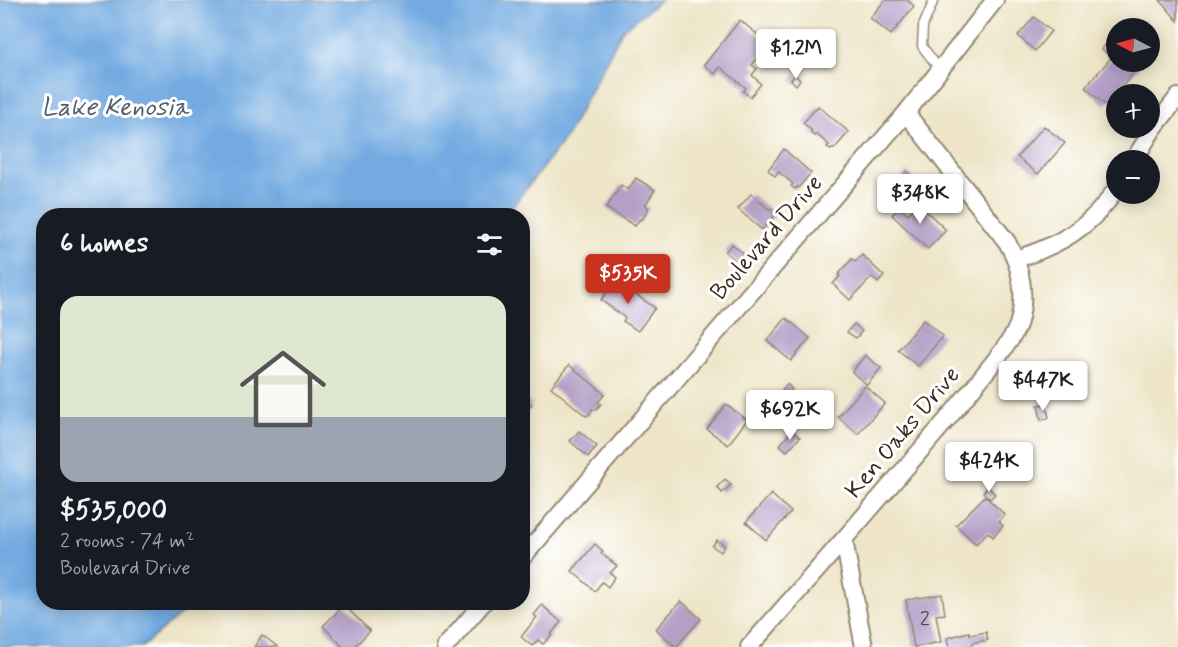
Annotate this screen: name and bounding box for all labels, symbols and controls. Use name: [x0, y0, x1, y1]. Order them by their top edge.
north arrow: [1106, 18, 1160, 72]
map controls: [1106, 18, 1160, 204]
pin: $1.2M: [754, 29, 838, 80]
text: $1.2M: [770, 35, 822, 62]
button: +: [1106, 84, 1160, 138]
water label: Lake Kenosia: [41, 91, 190, 125]
button: −: [1106, 150, 1160, 204]
street label: Boulevard Drive: [704, 169, 830, 307]
pin: $348K: [878, 174, 962, 225]
text: $348K: [891, 180, 949, 207]
text: 6 homes: [60, 227, 148, 261]
icon: filters: [473, 228, 506, 261]
pin: $535K: [586, 254, 670, 305]
text: $535K: [599, 260, 657, 287]
icon: home: [229, 335, 337, 443]
street label: Ken Oaks Drive: [839, 361, 967, 505]
pin: $447K: [1001, 361, 1085, 412]
text: $447K: [1013, 367, 1073, 394]
pin: $692K: [748, 390, 832, 441]
text: $692K: [760, 396, 820, 423]
pin: $424K: [947, 442, 1031, 493]
text: $424K: [959, 448, 1019, 475]
text: $535,000: [60, 494, 167, 528]
text: 2 rooms · 74 m²: [60, 528, 194, 555]
text: Boulevard Drive: [60, 555, 190, 582]
house number: 2: [920, 605, 930, 633]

# # # #

● **Assignment**:
Nothing but lines that contain "button" should appear in the answer. Copy each from the records.

● **Reply**:
button: +: [1106, 84, 1160, 138]
button: −: [1106, 150, 1160, 204]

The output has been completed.